EDITORIAL | Somalia’s recent history has mostly been political. But a significant event on an economic scale occurred last month in Northeastern State.
Buried in the swamp of political strife between the federal government and the federal member states, Northeastern State initiated a changed monetary policy aimed at rescuing the much-damaged Somali shilling.
According to a committee chaired by Senator and former Northeastern State President Abdirahman Mahmud Faroole, the idea is to locate the Somali shilling trade, and hopefully make it a popular exchange rate again.
According to Faroole’s recommendations, traders must settle at least 20 percent of their fees or wages in the Somali shilling. This could break the habit of paying employees in dollars, making Somalia the only country in the Horn of Africa where the dollar rather than the local currency is used to settle payments.
But most importantly, merchants will now be able to send and receive less than $ 10 of their money on mobile platforms, something that was previously limited.
The idea is to also have local taxes and fees to be paid to the government to be regulated in the Somali shilling and the transport of the local currency from Northeastern State to other regions will be restricted.
From the outset, this policy is likely to give the local government central bank powers for monetary regulation. It may seem surprising that Somalis hate their currency and prefer the dollar more. In the name of justice, most people point their money at the US dollar exchange rates.
However, Somalia’s case is curious. Since the fall of Siad Barre’s regime in Mogadishu in 1991, Somalia has never had a central monetary policy that works. As a result, no new banknotes have been issued under government authority. Instead, fragmented units have printed notes for local circulation. The effect of this has been the proliferation of false notes as no one can provide the prominent features of what constitutes an authentic note.
Traditionally, the currency becomes a useful means of exchange when it is easily recognizable, is scarce and easy to break down into different units to facilitate exchange.

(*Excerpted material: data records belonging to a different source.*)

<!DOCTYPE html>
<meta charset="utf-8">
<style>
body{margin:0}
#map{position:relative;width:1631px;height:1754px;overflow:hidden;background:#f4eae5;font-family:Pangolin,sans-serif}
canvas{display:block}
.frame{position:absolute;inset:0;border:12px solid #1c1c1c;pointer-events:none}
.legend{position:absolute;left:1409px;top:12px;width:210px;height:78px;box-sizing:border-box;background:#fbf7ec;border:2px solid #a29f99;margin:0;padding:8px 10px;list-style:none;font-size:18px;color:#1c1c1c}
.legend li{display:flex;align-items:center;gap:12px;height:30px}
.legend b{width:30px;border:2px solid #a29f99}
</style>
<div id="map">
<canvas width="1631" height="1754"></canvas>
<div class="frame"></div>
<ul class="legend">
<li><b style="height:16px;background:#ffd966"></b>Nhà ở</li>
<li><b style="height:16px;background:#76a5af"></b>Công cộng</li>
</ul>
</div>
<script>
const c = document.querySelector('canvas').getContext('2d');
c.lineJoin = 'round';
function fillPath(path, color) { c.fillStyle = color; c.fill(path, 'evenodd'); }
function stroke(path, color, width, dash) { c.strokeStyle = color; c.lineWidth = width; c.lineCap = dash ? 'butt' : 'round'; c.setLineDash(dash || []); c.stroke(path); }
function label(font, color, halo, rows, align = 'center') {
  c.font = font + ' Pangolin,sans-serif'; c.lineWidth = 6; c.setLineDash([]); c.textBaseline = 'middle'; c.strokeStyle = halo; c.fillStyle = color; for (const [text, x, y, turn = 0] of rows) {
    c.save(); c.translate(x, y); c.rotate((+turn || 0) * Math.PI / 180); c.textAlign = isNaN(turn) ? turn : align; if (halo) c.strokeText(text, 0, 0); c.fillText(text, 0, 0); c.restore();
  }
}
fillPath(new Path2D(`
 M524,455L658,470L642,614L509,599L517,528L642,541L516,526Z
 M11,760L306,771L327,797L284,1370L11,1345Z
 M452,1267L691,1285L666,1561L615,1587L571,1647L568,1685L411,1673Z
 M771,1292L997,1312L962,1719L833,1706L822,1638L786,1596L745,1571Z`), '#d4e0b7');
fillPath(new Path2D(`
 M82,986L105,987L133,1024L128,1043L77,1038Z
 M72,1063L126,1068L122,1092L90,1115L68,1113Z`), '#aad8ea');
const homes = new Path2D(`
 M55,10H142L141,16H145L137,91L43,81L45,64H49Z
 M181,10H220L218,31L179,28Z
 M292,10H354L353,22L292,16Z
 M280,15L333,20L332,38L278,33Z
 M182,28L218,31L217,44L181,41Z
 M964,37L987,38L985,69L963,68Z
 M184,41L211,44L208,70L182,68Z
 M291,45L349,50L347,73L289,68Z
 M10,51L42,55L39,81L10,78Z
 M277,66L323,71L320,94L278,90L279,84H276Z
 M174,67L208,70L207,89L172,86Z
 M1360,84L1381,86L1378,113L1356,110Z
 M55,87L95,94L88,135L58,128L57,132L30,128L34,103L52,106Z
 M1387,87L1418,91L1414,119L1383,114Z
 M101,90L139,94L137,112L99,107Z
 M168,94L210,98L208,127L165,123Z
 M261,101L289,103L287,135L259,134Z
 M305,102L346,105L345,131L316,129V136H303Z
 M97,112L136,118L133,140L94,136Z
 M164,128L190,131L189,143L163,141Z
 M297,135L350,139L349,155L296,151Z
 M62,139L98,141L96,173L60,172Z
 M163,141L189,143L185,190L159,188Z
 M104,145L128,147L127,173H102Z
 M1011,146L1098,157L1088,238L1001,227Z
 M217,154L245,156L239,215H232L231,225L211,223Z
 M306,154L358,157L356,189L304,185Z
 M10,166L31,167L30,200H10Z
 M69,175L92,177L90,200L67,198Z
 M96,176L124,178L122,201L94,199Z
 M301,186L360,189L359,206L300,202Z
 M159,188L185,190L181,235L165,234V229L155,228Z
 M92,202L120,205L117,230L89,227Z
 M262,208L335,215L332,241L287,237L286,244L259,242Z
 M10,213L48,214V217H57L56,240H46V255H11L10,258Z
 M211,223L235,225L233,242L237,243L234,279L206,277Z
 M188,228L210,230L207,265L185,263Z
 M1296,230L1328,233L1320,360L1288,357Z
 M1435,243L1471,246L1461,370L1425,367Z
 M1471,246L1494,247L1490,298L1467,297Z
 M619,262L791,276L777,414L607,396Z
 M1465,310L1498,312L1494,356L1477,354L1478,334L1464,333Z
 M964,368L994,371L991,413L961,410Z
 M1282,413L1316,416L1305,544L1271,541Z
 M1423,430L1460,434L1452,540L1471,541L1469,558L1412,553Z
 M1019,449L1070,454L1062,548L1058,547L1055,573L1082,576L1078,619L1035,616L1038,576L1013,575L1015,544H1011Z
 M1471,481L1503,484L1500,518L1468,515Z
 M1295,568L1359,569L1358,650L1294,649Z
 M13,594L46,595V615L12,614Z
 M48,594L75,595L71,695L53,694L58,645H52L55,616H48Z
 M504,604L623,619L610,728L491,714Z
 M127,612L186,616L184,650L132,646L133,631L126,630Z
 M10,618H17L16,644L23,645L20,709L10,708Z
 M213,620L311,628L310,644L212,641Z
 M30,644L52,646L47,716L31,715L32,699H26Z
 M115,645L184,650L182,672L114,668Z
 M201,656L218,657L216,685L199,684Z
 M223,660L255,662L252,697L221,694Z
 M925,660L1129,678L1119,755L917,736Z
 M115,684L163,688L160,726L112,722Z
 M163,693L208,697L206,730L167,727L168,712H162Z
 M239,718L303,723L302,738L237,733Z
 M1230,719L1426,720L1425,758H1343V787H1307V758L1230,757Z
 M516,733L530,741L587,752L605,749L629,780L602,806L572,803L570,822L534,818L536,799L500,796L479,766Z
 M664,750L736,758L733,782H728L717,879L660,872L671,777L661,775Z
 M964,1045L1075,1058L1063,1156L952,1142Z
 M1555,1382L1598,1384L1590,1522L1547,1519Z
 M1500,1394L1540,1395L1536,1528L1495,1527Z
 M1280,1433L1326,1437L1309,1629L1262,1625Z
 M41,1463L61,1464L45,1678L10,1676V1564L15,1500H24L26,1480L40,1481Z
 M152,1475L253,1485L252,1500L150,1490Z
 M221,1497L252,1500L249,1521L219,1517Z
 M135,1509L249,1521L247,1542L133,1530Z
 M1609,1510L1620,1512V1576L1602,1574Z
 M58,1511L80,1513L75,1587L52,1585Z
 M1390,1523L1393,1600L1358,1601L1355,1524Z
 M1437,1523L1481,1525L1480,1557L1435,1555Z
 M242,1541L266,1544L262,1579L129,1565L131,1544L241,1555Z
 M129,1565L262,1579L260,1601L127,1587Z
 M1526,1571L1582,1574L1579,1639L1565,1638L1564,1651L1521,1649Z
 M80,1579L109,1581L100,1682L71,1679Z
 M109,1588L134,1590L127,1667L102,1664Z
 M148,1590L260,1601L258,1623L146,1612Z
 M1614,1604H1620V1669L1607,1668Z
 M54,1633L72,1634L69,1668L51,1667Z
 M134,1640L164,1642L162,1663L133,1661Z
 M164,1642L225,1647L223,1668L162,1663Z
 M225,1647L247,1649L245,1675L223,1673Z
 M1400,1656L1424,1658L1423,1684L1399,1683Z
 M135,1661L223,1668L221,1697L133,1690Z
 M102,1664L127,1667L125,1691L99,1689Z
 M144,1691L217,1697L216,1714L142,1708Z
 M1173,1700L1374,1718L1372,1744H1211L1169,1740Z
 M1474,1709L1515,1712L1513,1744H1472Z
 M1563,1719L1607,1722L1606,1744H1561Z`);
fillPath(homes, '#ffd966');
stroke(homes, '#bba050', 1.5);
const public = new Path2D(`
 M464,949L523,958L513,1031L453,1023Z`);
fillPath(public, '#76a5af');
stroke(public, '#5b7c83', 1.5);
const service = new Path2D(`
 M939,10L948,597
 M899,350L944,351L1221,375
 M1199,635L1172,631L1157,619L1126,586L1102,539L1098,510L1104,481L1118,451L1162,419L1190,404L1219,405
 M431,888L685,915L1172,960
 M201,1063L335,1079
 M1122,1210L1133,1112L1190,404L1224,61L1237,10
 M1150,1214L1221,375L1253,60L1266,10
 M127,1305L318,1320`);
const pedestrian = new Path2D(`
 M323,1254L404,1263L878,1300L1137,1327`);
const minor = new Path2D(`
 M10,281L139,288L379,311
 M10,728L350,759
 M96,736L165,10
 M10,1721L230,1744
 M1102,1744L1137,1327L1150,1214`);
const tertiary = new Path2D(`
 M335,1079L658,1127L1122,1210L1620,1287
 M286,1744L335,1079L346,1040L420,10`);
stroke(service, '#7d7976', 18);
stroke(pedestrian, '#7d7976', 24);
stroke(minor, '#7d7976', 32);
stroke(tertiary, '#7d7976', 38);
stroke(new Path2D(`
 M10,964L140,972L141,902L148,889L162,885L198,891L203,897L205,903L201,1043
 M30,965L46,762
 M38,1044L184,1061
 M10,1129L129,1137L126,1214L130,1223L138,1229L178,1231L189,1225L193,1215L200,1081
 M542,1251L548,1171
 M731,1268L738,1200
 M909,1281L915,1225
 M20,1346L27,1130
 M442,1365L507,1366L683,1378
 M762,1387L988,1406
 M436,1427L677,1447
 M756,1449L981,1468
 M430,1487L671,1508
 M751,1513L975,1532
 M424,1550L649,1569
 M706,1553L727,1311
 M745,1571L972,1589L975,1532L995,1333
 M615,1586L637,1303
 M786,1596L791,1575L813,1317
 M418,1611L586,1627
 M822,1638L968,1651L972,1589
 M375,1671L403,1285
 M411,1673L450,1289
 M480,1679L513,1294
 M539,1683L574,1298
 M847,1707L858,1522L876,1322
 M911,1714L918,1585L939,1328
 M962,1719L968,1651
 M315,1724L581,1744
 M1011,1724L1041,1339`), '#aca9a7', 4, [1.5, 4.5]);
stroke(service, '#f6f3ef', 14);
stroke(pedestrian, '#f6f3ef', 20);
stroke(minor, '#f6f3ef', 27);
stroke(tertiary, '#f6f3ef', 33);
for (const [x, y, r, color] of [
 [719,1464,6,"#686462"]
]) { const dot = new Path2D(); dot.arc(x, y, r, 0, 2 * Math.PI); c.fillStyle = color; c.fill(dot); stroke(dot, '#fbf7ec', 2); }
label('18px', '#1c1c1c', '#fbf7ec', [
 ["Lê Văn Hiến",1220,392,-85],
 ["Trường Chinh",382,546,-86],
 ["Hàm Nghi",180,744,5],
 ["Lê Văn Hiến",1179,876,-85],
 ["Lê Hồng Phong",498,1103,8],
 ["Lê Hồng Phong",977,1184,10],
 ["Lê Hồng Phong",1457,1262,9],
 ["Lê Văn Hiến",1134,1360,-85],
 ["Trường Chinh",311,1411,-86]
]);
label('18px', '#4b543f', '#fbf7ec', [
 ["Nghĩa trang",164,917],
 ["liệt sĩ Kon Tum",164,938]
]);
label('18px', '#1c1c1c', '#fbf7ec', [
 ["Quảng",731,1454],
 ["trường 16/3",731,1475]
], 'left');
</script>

For the Somali shilling, it has lacked these: it is too much, which means you need a bag of banknotes to get a US dollar. It is also not easy to recognize counterfeits from genuine ones, which means that people do not want to use it as a means of exchange, so that you do not lose your goods to counterfeit dealers. And because you need thousands of them to buy a kilo of sugar, the use of Somali shillings has automatically meant higher inflation. In some parts of Somalia, where shillings are accepted, you can buy a dollar at unpredictable exchange rates set only by traders.
Back to Northeastern State. The federal state is the oldest in Somalia would have chosen its currency and gone the way of its northern neighbor Somaliland. But it has chosen to use Somali Shilling instead.
Why would authorities choose a currency whose use they cannot use to protect companies? Faroole claimed that Northeastern State wanted to give value to Shilling, aware that most traders in Northeastern State have it in their pillows, unable to know where to take it.
The value of money seems to be to make them feel that they have value. And it starts with regulating its use and providing avenues for exchanges.
Once society has used available currency, it makes trade secure and thus the value remains stable. This is certainly an experiment whose success should catch the eyes of Somalia’s central bank and hopefully revive a currency that can help Somalia’s economic recovery.
However, there will be no quick fix. Somalia’s other federal states have tried to print the Somali shilling but the environment under which it circulates is largely unregulated. The federal government must now go from just meeting the conditions for debt relief to a stronger and more responsive monetary policy.